Add features to workers to allow asset management (licenses, hardware, etc)

alanfalloon commented 3 years ago

Description

Extend multiplex workers to handle the asset management use cases:

provide ways to control time accounting so action timeouts don't need to include asset acquisition time
provide more control over available execution slots so that job slots aren't wasted waiting on assets

I am using "assets" to mean a limited shared resource like software licenses or specialized hardware.

Feature requests: what underlying problem are you trying to solve with this feature?

We have some actions that need access to limited shared resources such as license files or special hardware. In our case, acquiring the asset comes with considerable set-up cost which we wanted to amortize over multiple actions.

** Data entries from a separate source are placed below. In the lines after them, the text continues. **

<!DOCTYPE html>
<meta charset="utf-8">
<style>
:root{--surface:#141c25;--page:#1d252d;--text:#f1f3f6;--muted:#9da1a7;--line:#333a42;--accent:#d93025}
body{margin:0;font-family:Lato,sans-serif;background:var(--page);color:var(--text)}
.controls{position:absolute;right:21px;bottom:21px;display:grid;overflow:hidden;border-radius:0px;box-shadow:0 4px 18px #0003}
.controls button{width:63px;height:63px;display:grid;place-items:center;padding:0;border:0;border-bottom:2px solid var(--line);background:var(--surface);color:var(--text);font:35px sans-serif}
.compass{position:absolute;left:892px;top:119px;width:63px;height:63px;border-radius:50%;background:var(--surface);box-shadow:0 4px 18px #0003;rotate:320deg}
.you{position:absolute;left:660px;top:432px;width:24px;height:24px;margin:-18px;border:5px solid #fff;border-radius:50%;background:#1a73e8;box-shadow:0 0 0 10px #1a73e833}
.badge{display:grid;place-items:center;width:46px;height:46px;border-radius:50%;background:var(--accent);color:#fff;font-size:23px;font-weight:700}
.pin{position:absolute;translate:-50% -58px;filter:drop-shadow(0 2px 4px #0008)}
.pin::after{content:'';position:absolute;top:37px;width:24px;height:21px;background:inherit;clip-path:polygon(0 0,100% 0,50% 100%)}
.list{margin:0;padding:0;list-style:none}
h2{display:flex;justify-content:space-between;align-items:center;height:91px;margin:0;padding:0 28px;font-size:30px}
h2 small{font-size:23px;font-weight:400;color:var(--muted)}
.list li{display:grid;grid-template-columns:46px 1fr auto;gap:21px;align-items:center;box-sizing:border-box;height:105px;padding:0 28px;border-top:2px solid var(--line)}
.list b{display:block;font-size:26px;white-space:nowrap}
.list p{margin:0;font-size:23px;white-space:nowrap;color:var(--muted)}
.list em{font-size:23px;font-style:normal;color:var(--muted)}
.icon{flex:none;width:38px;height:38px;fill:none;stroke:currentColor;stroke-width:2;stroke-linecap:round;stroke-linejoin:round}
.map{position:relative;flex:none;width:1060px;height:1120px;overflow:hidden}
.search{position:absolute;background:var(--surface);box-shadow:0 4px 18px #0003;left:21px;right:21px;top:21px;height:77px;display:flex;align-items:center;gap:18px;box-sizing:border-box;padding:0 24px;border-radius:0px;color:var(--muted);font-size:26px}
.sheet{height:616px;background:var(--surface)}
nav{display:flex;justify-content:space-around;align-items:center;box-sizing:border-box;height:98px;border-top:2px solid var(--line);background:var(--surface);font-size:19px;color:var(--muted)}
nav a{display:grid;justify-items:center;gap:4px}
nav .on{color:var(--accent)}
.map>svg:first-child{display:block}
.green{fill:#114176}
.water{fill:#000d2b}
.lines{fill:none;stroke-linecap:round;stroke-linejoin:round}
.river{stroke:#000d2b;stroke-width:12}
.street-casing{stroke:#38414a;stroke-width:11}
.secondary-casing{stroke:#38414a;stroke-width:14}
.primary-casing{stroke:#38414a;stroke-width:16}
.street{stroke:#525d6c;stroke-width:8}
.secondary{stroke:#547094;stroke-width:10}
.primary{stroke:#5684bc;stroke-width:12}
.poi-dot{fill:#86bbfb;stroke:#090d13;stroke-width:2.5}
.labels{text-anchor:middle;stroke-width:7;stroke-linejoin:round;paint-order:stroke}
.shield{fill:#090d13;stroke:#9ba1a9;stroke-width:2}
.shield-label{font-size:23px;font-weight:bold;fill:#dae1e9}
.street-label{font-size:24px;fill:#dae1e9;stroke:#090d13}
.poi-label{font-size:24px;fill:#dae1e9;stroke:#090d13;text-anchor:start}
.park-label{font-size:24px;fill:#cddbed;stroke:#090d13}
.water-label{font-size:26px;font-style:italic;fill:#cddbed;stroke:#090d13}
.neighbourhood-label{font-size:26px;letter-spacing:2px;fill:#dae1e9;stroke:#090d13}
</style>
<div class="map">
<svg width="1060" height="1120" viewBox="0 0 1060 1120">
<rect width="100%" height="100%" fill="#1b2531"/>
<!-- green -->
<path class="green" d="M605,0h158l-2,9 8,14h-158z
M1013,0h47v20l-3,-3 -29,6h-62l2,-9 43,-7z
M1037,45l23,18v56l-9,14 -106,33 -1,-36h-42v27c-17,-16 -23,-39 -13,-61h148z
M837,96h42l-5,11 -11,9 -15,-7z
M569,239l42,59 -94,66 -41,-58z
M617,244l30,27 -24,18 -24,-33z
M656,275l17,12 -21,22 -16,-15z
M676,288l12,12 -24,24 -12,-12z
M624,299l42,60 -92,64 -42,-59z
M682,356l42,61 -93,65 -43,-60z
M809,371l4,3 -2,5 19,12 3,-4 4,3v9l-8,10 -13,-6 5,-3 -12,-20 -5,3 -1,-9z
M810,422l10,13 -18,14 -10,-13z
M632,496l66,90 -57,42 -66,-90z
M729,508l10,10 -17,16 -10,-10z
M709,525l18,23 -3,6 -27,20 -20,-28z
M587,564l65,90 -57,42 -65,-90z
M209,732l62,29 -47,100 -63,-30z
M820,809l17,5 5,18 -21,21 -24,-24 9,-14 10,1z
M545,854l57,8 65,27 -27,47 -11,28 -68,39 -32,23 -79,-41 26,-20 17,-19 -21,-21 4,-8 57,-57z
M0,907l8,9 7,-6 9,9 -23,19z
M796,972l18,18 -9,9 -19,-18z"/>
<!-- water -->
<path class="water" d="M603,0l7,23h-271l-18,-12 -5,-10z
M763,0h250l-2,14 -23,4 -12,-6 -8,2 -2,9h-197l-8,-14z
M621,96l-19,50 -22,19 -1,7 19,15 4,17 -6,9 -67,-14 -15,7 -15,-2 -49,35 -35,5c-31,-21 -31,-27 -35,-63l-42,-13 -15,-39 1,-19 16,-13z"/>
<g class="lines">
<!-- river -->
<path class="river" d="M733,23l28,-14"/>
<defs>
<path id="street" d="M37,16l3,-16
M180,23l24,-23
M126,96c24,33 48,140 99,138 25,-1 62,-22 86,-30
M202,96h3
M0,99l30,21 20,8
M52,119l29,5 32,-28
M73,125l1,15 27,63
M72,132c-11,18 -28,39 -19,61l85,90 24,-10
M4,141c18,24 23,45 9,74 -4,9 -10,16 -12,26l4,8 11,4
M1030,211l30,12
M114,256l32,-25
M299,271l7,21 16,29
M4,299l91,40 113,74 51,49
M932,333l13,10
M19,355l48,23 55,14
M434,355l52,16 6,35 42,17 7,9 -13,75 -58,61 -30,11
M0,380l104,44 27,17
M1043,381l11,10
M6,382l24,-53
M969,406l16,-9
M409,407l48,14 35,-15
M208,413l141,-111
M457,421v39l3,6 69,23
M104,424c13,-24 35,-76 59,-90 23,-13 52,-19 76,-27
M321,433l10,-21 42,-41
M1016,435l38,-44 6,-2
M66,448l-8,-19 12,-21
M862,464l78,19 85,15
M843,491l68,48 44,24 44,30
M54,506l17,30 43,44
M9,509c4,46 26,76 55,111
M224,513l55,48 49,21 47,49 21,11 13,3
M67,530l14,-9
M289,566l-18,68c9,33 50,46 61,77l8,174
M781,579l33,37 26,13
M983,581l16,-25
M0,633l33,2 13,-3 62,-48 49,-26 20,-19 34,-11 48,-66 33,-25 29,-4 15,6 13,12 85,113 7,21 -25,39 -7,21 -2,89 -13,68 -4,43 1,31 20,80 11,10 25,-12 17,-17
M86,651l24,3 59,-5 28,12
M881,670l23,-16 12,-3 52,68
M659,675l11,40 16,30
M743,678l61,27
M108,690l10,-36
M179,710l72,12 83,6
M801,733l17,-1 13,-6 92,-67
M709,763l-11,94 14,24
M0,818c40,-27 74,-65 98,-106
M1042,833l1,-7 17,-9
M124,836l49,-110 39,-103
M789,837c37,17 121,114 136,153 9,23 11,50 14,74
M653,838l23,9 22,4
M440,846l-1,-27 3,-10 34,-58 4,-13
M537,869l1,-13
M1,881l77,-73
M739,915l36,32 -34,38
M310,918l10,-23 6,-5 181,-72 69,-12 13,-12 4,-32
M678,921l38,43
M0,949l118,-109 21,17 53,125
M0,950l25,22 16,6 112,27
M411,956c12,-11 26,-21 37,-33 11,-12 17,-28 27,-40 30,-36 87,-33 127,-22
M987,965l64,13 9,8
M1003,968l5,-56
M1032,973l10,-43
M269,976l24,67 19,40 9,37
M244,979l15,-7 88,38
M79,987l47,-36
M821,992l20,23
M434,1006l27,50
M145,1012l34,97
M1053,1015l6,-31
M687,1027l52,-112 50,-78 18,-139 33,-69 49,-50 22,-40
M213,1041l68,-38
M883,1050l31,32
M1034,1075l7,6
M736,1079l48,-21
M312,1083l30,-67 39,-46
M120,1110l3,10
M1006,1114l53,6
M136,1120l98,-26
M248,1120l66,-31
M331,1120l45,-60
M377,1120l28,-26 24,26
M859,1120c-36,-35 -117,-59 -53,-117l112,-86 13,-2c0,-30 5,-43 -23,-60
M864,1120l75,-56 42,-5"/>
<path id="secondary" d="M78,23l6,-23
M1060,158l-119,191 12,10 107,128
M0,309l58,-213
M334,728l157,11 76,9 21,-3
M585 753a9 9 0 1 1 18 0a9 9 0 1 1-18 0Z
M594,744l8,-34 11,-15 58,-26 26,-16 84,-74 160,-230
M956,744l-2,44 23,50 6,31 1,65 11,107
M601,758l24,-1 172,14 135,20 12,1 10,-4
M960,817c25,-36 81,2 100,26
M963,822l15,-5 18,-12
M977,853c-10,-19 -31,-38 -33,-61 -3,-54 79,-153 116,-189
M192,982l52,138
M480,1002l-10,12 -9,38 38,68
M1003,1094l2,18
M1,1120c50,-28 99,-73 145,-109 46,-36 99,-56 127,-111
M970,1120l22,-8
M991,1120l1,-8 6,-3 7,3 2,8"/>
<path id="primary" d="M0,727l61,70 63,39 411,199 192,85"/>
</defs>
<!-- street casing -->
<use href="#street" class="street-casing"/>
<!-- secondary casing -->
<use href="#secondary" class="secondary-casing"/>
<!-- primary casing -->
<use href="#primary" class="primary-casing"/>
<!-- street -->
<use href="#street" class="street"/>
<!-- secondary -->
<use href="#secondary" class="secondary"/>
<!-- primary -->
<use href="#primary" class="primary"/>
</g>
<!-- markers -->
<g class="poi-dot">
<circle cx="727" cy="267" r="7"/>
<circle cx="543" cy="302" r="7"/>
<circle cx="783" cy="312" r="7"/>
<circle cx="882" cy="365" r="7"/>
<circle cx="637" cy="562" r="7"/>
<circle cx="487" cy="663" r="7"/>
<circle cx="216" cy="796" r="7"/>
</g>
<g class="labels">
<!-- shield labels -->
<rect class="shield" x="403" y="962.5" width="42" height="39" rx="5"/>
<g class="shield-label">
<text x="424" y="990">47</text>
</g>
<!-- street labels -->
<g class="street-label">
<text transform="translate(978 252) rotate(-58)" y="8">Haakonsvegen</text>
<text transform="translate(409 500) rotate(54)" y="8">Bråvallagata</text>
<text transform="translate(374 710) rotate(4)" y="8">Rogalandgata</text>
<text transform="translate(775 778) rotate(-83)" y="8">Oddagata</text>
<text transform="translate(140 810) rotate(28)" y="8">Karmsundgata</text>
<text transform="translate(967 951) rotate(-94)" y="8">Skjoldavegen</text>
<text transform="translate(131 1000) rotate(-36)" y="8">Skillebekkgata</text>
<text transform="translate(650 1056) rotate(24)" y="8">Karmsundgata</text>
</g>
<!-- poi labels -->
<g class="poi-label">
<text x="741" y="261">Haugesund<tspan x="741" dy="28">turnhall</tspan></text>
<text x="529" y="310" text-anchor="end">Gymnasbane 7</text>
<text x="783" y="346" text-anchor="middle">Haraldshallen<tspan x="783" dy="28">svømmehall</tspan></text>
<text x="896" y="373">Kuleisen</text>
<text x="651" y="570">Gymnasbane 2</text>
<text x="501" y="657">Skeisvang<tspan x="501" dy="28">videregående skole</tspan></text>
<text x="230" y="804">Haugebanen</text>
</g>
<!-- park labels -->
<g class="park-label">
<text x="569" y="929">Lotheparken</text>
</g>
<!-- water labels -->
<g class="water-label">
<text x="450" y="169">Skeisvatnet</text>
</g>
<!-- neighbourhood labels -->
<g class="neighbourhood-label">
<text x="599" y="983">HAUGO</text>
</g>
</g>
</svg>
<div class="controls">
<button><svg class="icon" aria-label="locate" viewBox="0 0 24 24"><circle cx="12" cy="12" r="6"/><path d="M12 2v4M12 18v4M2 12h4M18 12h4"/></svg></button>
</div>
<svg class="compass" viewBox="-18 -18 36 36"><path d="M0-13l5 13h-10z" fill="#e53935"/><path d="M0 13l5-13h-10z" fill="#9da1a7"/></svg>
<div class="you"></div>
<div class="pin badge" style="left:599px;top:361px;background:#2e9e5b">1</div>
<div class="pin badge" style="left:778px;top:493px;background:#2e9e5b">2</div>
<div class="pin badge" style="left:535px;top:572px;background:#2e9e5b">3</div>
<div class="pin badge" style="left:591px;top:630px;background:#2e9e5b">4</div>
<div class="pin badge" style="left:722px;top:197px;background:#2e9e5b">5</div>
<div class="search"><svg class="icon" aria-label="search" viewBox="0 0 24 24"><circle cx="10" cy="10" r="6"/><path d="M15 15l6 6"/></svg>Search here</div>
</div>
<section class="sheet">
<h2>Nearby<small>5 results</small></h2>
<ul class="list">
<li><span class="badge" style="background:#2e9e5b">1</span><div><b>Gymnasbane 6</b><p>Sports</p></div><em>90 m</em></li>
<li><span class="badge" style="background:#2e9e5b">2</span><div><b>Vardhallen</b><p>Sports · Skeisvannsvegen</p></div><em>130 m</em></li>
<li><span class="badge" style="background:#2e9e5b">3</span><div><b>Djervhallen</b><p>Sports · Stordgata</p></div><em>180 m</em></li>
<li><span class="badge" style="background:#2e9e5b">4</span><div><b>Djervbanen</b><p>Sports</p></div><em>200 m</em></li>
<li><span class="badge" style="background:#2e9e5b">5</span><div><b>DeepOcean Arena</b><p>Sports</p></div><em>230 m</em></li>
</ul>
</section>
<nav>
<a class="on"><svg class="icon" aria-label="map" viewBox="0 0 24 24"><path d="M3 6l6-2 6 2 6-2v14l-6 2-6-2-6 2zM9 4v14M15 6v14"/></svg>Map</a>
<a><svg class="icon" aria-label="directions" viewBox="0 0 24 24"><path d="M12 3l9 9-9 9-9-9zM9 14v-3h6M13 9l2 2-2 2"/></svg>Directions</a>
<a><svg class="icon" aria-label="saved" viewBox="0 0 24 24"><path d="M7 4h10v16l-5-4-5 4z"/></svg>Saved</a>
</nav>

It seems like multiplex workers were the perfect tool for this. The idea was to write a worker that:

queued up the actions
acquired the resources and set them up
executed the actions as the resources allowed
released the resources when the queue was empty

In our case we need to see the action before we can acquire the resource and set it up (we are actually managing multiple kinds of resources and separate queues for each), so we can't use a simpler strategy like acquiring the resource on worker start-up and not read stdin until we have it.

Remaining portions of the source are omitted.